The findings demonstrate that fetal epithelial progenitor cells from multiple organs are present in amniotic and tracheal fluids and can be isolated during ongoing pregnancies to generate clonal, expandable, and tissue-specific primary organoids. This addresses a key bottleneck in prenatal research by providing autologous, minimally invasive models beyond the gestational window accessible by termination-derived tissues. The AFO platform recapitulates transcriptomic, protein, structural, and functional hallmarks of small intestine, kidney tubule, and lung tissues, and organoids undergo directed maturation into specialized cell types (e.g., ciliated airway, surfactant-secreting alveolar cells, differentiated kidney tubules). Disease-relevant phenotypes in CDH-derived organoids (e.g., altered surfactant gene programs, increased AT2 and neuroendocrine populations, differences pre/post-FETO) suggest the system can capture aspects of in utero pathology and therapeutic responses. The 4–6 week workflow from sampling to characterized organoids aligns with prenatal intervention windows, supporting potential use for personalized counseling, prognosis, and therapy testing. Compared with iPSC workflows, AFOs reduce time and manipulation, potentially preserving patient fidelity and scalability. The work also extends AF cellular mapping at later gestations, revealing diverse epithelial progenitors distinct from placental amniotic epithelial cells reported previously.

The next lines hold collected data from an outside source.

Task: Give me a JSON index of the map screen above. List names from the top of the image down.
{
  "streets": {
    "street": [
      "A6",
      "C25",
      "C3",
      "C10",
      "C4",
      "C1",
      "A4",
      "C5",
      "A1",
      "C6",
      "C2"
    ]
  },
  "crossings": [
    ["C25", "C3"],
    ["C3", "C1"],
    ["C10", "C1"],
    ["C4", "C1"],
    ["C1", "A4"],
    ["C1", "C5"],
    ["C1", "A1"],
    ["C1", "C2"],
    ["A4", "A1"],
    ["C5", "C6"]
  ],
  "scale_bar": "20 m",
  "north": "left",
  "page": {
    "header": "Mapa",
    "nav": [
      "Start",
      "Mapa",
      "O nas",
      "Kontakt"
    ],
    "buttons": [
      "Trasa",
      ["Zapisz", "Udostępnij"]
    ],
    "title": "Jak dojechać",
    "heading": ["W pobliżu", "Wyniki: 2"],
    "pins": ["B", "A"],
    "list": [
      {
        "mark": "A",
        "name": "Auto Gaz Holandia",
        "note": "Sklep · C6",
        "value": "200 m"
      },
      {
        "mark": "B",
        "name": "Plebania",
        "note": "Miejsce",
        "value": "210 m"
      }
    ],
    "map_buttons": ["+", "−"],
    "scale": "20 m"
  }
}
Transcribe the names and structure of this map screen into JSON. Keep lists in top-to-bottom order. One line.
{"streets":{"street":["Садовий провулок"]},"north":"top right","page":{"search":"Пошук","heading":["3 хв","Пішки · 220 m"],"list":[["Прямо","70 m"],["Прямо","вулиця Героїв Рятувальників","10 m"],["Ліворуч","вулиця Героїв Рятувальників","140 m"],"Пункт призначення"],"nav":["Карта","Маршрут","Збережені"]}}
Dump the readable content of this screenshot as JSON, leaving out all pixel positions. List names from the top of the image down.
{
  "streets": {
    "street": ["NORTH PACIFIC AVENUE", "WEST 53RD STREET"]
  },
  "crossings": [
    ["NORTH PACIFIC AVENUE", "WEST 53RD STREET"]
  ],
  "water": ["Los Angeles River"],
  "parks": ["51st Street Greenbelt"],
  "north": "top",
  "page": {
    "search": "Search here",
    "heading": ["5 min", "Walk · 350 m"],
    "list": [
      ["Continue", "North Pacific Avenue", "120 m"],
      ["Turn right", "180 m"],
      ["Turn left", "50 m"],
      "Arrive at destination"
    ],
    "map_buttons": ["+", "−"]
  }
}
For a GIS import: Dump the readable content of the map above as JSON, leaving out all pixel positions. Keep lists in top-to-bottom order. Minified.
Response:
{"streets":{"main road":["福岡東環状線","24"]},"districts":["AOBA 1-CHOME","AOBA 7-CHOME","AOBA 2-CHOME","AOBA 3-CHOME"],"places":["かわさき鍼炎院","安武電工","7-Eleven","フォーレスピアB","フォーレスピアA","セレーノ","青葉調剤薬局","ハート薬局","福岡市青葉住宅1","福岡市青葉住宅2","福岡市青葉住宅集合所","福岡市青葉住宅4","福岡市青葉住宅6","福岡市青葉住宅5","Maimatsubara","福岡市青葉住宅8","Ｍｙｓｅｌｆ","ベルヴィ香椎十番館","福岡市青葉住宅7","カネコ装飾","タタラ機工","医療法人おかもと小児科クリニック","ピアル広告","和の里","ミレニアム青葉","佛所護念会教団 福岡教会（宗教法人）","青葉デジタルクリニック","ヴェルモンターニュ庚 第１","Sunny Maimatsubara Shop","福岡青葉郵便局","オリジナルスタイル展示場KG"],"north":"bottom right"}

This study establishes a practical, minimally invasive approach to derive primary fetal epithelial organoids from amniotic and tracheal fluids during ongoing pregnancies. The resulting small intestine, kidney tubule, and lung organoids exhibit tissue-specific identities and functions and can model disease features of congenital diaphragmatic hernia, including changes associated with FETO. The platform offers a timely route (4–6 weeks) to generate autologous prenatal models for research, diagnostics, and personalized therapeutic testing at clinically relevant developmental stages. Future directions include: expanding derivation to additional AF-exposed tissues; integrating mesenchymal and endothelial components to model complex tissue interactions; scaling and optimizing rapid identity assignment (e.g., PCR or imaging-based typing); and correlating organoid phenotypes with clinical outcomes to validate prognostic value and guide prenatal interventions.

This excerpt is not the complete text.